12:52 pm Oct. 1, 2012

A pair of gentleman chatted at Pace gallery Thursday night, one wearing a smart suit and a bowler hat, the other in a shabby-chic gray coat over a leopard print sweater (flecked with pinks and blues), a straw fedora, and rose-tinted glasses.

“Do you mind if I take your picture?” I asked.

“Don’t ask permission…just photograph.” Lucas Samaras replied—his long, thin white hair visible from beneath his fedora; more hair tufted along his jaw and out from his chin.

“I’m his art pimp. I go where the artist goes,” his conversation partner, Jed Hotchkiss, announced.

“He’s an art what…what did he say, an art what?” Samaras wondered, his voice breathy and strained.

“An art pimp.” Hotchkiss repeated. 

Samaras was one of two artists tapped to inaugurate Pace Gallery’s downtown space. His show, XYZ, included twenty of his recent works and opened Thursday night in Pace’s new 25th Street gallery. Samaras has dabbled in a lot of artistic genres throughout his fifty-plus years as an artist, but his love for assemblage and bright, punchy, psychedelic color is all over this show, accented by dizzying digital manipulations. Commonly linked to the “Happenings” movement, Samaras began his career participating in art performances staged by artists like Claes Oldenburg, Robert Whitman, and Allan Kaprow. He’s most well-known for using whatever media he could get his hands on to create and manipulate images of himself.

On Thursday, Samaras shared the podium with installation artist Robert Irwin, so the gallery was cut in two—with Samaras’s blasts of color on one side and Irwin’s absence of it on the other.

Irwin’s Dotting the i's & Crossing the t’s, featured in both Pace gallery venues (midtown and downtown), was represented here with three large translucent acrylic pillars—a single column on one end of the space and a set of two columns about twenty feet away on the other. Constructed as prisms, light refracts through them and passing bodies and forms get distorted.

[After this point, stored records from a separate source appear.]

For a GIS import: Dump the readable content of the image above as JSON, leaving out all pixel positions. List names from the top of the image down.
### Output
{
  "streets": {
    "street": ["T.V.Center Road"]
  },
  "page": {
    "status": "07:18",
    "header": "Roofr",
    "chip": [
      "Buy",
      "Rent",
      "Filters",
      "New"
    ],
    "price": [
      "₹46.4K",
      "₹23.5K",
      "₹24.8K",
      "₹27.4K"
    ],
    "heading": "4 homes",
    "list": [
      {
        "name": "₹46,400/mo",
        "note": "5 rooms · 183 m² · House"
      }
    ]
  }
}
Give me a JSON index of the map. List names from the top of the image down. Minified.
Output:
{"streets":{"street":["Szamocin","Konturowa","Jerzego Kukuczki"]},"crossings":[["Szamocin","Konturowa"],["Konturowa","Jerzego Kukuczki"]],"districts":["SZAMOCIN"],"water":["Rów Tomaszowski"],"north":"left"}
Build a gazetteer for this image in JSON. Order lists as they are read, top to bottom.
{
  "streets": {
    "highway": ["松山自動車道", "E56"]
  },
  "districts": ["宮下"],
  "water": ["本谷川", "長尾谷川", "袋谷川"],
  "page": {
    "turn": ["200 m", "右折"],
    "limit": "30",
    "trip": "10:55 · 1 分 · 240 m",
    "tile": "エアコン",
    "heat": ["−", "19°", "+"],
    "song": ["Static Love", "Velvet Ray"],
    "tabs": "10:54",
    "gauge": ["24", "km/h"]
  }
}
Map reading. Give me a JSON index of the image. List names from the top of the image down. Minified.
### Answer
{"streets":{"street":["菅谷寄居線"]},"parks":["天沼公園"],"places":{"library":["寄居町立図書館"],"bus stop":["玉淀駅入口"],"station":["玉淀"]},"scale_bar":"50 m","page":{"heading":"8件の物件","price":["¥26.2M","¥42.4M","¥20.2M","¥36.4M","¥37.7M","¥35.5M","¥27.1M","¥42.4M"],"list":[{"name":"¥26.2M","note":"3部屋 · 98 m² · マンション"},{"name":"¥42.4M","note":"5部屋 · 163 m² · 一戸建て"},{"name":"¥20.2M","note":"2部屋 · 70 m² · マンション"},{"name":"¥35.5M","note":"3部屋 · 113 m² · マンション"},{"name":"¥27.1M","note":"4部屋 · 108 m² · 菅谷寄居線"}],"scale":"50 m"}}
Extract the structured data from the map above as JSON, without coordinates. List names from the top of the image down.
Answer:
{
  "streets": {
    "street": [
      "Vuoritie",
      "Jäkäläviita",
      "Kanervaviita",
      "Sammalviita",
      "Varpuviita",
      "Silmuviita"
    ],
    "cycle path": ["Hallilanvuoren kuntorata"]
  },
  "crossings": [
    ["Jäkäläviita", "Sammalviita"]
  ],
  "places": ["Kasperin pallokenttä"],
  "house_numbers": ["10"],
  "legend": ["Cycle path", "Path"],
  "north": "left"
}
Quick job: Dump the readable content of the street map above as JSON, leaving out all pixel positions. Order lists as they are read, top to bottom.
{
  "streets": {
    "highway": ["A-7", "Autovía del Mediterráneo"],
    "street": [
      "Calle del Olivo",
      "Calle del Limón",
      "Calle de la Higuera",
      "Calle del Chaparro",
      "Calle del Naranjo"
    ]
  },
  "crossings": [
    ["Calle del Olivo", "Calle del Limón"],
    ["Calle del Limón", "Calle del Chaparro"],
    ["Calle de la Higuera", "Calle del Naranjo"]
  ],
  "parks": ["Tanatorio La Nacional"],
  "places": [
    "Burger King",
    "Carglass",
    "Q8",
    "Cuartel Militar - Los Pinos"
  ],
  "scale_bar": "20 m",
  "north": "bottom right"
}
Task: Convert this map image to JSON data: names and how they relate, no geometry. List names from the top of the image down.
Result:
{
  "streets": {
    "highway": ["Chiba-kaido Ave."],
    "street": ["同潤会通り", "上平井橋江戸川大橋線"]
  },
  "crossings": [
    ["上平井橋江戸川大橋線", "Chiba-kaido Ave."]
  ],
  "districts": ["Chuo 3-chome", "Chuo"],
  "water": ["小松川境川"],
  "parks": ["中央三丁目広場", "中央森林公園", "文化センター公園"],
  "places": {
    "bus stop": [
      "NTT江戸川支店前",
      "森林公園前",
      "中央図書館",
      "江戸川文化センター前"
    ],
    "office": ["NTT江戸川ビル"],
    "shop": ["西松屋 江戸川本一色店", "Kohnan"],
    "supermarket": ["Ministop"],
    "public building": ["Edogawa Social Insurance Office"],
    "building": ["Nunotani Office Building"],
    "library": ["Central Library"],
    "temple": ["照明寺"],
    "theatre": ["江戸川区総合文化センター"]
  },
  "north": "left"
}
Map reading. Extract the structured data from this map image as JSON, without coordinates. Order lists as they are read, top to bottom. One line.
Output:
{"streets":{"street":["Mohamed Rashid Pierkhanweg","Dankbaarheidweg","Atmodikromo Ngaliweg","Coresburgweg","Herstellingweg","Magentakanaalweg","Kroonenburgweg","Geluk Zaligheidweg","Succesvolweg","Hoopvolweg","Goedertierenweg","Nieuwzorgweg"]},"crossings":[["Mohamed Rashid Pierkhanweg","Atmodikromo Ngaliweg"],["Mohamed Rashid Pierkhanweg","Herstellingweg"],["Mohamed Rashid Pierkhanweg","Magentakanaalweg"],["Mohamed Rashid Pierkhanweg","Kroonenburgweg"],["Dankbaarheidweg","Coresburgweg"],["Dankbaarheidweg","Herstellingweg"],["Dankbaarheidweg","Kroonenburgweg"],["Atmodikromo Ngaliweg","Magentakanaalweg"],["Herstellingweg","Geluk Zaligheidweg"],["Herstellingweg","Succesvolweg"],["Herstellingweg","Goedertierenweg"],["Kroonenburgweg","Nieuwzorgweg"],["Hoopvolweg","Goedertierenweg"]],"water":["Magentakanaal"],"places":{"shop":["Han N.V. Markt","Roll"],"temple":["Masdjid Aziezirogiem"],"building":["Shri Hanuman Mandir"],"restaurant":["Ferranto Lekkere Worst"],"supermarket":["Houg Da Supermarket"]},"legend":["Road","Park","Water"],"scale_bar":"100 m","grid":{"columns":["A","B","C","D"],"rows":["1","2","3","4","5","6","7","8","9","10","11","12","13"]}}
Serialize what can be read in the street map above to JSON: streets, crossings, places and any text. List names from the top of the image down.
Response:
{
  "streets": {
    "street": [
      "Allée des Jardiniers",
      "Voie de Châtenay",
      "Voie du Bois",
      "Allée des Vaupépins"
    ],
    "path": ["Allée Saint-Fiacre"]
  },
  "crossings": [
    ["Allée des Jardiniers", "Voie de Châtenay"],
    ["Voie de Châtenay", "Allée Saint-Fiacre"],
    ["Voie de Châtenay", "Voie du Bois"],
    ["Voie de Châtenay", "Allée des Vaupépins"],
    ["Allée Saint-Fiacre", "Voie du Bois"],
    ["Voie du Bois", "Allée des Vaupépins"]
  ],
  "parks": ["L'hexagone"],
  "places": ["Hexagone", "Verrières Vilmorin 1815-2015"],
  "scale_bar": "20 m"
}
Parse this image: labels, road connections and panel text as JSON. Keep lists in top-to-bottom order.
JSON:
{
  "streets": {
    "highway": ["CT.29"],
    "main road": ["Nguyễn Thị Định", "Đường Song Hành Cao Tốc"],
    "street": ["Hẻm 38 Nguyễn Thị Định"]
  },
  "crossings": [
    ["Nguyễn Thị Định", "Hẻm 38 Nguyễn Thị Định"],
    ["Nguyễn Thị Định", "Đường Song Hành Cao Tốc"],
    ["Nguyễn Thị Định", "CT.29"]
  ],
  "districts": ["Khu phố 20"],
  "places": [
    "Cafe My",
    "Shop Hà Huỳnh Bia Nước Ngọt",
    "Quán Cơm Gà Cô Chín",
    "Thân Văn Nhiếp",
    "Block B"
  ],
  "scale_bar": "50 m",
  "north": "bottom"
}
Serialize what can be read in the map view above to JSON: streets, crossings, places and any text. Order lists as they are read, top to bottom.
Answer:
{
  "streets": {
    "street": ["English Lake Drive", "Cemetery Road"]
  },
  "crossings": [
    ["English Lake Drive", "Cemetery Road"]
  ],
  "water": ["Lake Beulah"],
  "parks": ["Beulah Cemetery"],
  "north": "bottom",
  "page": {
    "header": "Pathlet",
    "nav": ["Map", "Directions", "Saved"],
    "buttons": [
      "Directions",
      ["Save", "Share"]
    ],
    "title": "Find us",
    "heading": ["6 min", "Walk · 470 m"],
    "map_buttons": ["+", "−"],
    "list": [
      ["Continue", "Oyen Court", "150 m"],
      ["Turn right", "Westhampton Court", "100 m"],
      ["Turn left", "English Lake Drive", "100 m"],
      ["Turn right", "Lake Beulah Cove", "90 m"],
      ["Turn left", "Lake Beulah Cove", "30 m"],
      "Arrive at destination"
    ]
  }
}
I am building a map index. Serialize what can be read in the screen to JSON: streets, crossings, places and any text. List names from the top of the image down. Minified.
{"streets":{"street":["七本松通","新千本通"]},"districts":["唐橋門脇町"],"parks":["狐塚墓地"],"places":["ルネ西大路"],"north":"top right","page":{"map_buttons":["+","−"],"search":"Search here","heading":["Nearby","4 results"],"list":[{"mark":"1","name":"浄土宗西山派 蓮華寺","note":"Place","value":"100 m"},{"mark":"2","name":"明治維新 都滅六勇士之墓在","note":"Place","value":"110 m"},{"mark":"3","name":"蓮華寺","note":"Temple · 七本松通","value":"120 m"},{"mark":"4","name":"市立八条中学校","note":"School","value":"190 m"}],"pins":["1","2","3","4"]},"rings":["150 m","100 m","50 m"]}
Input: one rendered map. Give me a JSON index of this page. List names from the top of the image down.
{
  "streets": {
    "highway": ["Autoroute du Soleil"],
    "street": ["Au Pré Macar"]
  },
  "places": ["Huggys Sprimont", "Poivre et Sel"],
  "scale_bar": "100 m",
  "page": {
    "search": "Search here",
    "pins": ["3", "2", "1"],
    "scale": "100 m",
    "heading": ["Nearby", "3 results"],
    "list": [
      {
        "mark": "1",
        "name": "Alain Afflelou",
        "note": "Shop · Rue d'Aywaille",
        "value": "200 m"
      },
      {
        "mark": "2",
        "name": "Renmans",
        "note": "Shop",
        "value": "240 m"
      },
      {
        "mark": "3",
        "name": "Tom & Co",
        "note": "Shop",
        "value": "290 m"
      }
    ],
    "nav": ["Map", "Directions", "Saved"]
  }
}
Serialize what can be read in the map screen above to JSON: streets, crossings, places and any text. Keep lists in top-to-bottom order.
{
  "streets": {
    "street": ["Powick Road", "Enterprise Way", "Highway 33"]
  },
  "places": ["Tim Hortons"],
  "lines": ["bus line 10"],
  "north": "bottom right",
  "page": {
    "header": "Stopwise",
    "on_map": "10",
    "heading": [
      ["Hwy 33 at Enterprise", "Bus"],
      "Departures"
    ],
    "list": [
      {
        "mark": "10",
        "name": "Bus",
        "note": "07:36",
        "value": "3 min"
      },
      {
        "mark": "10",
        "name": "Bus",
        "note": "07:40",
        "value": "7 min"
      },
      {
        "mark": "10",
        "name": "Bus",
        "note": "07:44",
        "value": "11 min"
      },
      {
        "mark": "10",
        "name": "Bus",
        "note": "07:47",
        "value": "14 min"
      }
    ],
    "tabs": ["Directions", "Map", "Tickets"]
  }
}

“They’re so minimal but they’re also so intricate because of the way that light reflects it, the prisms and everything.” artist Charlee Swanson said. A longtime Irwin fan, he gazed deeply into the column, wondering how the structure was put together.

At the opening, people inched as close as they could, thinking that the structures had to be mirrors.

“That’s the trick then. You’re expecting one thing then you get another,” journalist Maira Kraljević said. “You are expecting a reflection of yourself.”

On the Samaras side of show were four series of prints by the artist, all of which are digitally-manipulated color compositions. Some are more abstract than others. In his “Flea” series, Samaras collages found objects from flea markets, while his “Razor cut” series presents geometrically cut swaths of color, suggesting abstracted human forms.

I asked Samaras how he felt about the work.

“You should not ask the artist that,” he replied. And then a bit later he reiterated: “The question is not pertinent.”

Samaras, who is known as something of an introvert, was equally circumspect with others. Sid Tomer, the city’s most committed art opening attendee, walked up to Samaras and said, “A beautiful show… really a very intelligent show.”

He then motioned to shake Samaras’s hand.

“No, I’m not shaking hands,” Samaras said, rather politely.